Some people eulogise about 1798 as some kind of eutopian cross-community moment. They wish for a time machine so that they, being from community A, could have stood valiantly alongside those of community B, through bonds of brotherhood and common cause that still resonate deep within them. Yawn. Its a nicely airbrushed tale.

Ive just finished re-reading David Humes booklet on the 1798 Rebellion, or Turn Oot, entitled To Right Some Things We Thought Wrong Ulster Society, 1998. David rightly points out that, after years of agitation and planning, the eventual Rising in Antrim and Down of June 1798 was suddenly undermined by what had occurred in southern Ireland just days earlier, actions carried out by those who claimed to be fighting for the same cause. Rather than a rising against the state, the headline news from Wexford was of brutal massacres of fellow citizens.

There are two lists online of those who were killed – here and here, giving their names, where they lived and in some cases how they died. Be warned – some make for very grisly reading.

So, when the order was given for Antrim to rise on 7th June, many just stayed at home, hiding in byres, developing instant illnesses, or just staying at work in the fields.
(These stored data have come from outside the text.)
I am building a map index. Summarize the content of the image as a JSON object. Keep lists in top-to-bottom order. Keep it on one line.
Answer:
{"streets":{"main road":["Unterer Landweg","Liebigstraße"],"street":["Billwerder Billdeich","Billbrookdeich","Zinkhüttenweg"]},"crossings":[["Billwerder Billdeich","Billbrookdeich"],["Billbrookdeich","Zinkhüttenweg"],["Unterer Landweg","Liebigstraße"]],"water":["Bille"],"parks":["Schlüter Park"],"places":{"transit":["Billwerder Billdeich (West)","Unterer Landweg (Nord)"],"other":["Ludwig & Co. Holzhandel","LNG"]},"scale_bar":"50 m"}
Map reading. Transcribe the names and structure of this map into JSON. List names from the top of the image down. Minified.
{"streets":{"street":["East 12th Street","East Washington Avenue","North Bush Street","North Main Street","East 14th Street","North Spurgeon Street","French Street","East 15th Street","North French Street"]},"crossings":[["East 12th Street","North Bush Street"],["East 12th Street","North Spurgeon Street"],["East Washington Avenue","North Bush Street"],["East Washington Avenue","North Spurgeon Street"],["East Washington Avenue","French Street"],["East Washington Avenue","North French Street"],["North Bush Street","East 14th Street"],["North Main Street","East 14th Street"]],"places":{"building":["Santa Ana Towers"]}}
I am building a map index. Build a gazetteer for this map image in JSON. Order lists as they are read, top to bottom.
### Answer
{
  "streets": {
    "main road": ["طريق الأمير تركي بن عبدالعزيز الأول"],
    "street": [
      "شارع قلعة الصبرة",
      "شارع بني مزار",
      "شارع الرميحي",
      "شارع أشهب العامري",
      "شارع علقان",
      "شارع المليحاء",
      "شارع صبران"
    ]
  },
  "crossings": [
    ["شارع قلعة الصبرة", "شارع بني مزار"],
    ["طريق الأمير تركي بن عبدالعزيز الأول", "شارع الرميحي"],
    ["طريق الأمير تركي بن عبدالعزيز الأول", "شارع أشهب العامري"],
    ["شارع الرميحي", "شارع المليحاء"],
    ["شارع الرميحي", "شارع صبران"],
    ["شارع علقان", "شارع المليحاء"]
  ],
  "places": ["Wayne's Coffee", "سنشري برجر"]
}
Just a week later, at Ballynahinch, hundreds of men deserted the night before the famous Battle at which Betsy Gray and so many others were killed. The Rising was roundly defeated by the government forces; the aftermath was many months of executions and deportations. Shortly afterwards, the Parliament of Ireland was abolished and in 1801 the United Kingdom of Great Britain and Ireland was born.

As Antrim poet James Campbell 1756-1818 later wrote:

In Ninety Eight we armed again, to right some things that we thought wrong
We got sae little for our pains, its no worth mindin in a song.